Leadership support for these performances is provided by an anonymous donor.
These performances are made possible in part by Rockridge Market Hall.

Cal Performances is committed to fostering a welcoming, inclusive, and safe environment for all one that honors our venues as places of respite, openness, and respect. Please see the Community Agreements section on our Policies page for more information.

About the Performance


Between Glamour and the Grotesque
by Hofesh Shechter
The title Red Carpet sounds to me like an invitation. Or like a clue. The keyhole through which we glimpse what the piece will look like. At once a color, an idea, an atmosphere. Something visual. Something that opens up the imagination. And simply, I love this title! Beyond the various explanations I could give, I need to fall in love with my titles.

In contemporary dance, the stage is filled with references and expectations, like echoes of life. We all know what red carpets are, but we all have different expectations aroused by them. Red Carpet won’t provide answers or define meaning. It’s a playground for bringing questions and emotions to the surface. I don’t believe the role of dance is to provide solutions. A ballet must remain open, unresolved; that’s its beauty.

For me, a red carpet first evokes thoughts of glamour. I see a lot of them on my tours, when I stay in a hotel or a bed and breakfast in England. But those red carpets are sometimes not very glamorous. They can be like an old tradition that has aged. We also find glamour in places like Paris’ glorious Palais Garnier, where Red Carpet premiered last June; its plush red velvet was a wonderful contrast to my rougher side. Today, glamour also evokes celebrities, pop culture, and MTV. There’s almost an opposition between the old glamour—that of the Garnier—and today’s glamour. And it’s this contrast that interests me. In Red Carpet, there’s no real story, no narration. It’s above all about a place where energies and emotions unfold. I like the meaning of all this to be sometimes very clear, and other times more confusing, without the audience knowing if we are being serious or grotesque or parodic.

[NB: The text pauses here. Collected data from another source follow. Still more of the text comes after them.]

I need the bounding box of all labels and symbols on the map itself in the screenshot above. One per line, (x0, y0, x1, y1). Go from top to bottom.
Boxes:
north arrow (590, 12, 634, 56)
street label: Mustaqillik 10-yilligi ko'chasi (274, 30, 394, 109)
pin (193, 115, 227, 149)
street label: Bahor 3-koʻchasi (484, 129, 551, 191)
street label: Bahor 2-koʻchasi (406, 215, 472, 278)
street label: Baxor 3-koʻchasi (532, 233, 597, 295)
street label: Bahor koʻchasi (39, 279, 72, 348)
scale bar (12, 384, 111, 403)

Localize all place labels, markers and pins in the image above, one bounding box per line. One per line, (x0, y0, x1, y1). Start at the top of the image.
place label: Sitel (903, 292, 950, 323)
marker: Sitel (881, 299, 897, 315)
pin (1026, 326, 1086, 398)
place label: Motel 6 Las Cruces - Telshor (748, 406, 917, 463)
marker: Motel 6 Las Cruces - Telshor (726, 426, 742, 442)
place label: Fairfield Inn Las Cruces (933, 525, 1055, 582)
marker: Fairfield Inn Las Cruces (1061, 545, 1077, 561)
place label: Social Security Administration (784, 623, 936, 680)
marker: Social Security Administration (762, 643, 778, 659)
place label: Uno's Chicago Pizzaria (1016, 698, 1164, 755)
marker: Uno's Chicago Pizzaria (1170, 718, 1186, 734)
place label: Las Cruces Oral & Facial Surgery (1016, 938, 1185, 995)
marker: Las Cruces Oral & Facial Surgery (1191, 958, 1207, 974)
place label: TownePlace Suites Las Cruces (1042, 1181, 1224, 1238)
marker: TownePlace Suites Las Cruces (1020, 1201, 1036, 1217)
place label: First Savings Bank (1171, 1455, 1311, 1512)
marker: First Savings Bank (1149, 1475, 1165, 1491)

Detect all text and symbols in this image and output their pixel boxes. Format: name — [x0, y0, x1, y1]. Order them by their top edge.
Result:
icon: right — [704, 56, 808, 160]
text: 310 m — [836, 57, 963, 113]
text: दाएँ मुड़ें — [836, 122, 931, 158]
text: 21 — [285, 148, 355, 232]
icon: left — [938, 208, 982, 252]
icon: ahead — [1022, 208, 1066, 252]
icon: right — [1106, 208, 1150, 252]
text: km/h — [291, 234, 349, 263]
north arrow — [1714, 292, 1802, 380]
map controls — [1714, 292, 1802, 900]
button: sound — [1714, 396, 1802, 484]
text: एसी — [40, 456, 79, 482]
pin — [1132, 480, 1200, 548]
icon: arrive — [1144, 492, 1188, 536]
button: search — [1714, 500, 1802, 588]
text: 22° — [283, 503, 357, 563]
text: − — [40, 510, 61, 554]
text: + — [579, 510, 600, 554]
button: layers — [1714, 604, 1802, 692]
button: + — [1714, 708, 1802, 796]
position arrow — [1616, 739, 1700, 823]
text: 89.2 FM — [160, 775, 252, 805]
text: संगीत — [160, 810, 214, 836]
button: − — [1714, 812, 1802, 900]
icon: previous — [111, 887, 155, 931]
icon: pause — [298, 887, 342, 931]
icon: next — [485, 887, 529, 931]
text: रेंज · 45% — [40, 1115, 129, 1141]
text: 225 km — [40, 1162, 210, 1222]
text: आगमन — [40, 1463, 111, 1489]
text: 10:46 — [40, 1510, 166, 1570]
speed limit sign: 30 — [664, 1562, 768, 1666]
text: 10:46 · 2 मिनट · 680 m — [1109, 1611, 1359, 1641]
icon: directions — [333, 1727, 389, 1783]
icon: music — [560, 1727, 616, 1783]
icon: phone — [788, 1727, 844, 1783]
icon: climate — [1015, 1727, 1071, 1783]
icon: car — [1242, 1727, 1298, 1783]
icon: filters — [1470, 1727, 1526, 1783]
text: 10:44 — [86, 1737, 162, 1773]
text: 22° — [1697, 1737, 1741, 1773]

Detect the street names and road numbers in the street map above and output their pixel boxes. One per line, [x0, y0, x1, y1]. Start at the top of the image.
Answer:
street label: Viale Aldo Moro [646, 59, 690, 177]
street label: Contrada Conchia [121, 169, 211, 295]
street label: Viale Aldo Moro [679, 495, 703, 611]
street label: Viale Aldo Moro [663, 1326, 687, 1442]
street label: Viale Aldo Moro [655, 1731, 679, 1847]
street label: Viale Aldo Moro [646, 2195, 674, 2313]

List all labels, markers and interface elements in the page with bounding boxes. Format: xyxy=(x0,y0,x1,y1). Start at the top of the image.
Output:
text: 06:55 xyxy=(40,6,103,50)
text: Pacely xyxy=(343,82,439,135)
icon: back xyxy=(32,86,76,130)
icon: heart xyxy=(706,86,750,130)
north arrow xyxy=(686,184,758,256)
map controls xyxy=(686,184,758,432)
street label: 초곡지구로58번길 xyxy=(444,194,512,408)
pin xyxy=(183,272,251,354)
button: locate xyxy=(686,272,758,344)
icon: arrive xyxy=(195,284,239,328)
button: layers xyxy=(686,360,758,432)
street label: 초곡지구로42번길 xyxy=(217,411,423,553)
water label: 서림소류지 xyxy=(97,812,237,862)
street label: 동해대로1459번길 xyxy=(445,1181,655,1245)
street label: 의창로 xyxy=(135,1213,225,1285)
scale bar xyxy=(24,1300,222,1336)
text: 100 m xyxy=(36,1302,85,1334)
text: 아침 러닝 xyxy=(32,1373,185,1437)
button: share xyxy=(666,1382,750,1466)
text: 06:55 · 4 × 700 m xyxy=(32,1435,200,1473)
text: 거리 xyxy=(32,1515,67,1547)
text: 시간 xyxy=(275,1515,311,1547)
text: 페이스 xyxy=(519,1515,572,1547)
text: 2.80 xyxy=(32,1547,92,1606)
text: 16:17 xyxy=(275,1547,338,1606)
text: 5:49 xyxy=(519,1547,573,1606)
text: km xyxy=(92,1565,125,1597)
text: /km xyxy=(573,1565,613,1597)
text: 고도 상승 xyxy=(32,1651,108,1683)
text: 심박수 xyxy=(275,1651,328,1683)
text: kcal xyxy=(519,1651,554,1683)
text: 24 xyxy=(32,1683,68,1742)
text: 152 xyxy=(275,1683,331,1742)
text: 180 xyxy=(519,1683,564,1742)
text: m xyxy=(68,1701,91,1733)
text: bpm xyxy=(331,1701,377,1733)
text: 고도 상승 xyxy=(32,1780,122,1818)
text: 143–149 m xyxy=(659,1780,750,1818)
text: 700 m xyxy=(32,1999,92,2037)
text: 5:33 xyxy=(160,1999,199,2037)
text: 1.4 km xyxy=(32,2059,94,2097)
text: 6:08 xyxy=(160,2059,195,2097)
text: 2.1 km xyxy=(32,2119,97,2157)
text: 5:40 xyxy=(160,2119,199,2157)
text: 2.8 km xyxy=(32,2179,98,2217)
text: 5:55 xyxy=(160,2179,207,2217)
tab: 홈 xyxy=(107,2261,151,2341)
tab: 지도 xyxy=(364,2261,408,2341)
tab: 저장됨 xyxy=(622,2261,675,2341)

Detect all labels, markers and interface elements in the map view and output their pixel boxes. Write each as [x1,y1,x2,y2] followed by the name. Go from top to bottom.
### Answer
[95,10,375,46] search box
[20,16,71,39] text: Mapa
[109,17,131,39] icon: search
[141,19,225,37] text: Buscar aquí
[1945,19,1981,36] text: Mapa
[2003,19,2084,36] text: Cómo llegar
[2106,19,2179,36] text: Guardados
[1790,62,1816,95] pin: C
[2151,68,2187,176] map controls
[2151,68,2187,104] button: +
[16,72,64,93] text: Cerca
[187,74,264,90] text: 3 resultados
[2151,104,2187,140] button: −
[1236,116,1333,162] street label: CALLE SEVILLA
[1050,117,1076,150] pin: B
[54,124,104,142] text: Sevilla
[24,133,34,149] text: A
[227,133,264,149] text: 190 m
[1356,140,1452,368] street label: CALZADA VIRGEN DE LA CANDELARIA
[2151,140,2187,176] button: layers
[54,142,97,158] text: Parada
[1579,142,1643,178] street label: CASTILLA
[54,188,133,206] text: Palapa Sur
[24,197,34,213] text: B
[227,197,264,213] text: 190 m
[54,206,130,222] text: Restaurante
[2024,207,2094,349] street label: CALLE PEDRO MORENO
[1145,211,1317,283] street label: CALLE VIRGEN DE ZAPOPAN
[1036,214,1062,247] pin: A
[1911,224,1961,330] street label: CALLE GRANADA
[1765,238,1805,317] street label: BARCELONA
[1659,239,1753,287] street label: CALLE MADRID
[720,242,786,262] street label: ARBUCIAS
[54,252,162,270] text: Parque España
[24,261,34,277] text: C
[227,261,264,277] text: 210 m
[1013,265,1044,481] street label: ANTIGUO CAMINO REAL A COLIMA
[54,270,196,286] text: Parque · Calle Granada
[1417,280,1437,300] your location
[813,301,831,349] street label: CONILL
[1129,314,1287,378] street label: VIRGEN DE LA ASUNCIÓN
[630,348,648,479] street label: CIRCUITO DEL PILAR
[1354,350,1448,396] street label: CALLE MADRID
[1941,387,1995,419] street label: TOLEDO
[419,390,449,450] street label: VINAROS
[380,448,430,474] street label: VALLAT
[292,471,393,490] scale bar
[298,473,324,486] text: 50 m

The uncomfortable dimension of the grotesque also interests me; it allows us to show the bad and dirty side of reality, the ways humans organize themselves.
My ballets always present several facets at the same time. Glamour is also something that “covers”—an envelope, a blanket that can be removed to show what’s underneath. Like makeup, a mannerism, or a tradition.

Underneath, what I feel and like to see is how vulnerable we are. It’s a reality that’s very beautiful to show on stage. There are plenty of colors to explore.

Thanks to Tom Visser’s magnificent lighting, Red Carpet takes on the appearance of a cabaret performance. It plays out in a somewhat raw, sometimes grotesque, underground space, a marginal place that allows for a wider range of expression.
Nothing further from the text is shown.